Foucault buyurgan, zorba, keyfi davrandıkça entelektüel çevrelerindeki otoritesi de arttı. Bu kadarı bile, entelektüel çevrelerin içinde bulunduğu sefaleti anlatmaya yeter. Belki, “rock music” ortamında bulunanların durumu da bundan pek farklı değildir. Entelektüel ustalıkla yapay kesinlik arasındaki dengesizlik; düşüncenin bağımsızlığından ileri gelen otorite azaldıkça büyüyen kült.

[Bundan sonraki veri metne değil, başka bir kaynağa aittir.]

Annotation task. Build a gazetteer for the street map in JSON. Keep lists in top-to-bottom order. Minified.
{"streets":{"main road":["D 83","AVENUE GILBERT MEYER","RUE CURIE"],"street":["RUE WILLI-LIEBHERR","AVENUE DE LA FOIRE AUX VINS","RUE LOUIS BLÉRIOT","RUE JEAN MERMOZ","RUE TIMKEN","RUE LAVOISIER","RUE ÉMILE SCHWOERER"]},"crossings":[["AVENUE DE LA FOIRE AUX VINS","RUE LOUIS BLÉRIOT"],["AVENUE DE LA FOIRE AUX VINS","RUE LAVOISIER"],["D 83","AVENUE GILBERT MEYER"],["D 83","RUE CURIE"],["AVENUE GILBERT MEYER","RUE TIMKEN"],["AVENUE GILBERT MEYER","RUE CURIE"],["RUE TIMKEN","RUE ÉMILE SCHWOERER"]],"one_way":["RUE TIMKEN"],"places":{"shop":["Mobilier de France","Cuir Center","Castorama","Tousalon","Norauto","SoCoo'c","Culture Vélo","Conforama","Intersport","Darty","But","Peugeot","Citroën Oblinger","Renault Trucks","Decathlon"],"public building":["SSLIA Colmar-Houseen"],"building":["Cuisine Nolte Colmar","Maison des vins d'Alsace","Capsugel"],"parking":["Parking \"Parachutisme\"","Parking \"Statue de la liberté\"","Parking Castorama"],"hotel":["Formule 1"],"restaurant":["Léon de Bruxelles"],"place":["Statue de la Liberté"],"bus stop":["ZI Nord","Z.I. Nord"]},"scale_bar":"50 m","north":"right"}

Zorlanıma dayanan bir inancın nesnesi olan insan düşünsel bağışıklığını kaybeder. Kendi gözünde yok olur; tıpkı, şansı yaver gittiği için ezilen bir kumarbaz gibi; tıpkı isimleri bile kendilerine ait olmayan idoller ve starlar gibi. Bütün toplumlar bu tür kolektif -eskiden ritüel- kurbanlara ihtiyaç duyarlar. Dalkavukların bayağılığını kınamak ne işe yarar? Kurban törenini yönetmekten başka bir şey yapmıyor ki onlar. Burada asıl acımasız olan şey, bütün bir süreç aslında. Topluluklar güç birliği yaparak içlerinden birini göklere çıkarıyor, hemen sonra duydukları hayranlıkla onu boğuyorlar. Eskiden bunlar bir şenlik havasında olup biterdi, bugünse sıkıntıya ve gerilemeye yol açıyor. Zorbalığın ve gönüllü köleliğin işi bu. Zihinlerinin özgür olmasıyla böbürlenen entelektüel çevrelerde yaşananların tek bir farkı var: o da karikatür halinde yaşanıyor olmaları. Anlamsız bir şeyin, o güzelim hayranlık tutkusunun insanın ruhuna yerleşip nasıl çürüdüğünü anlamak için, koltuklarına gömülüp saatlerde yaşlı Lacan’ın iradesiz sessizliğini gözetleyen binlerce kültürlü beyni görmek yeter.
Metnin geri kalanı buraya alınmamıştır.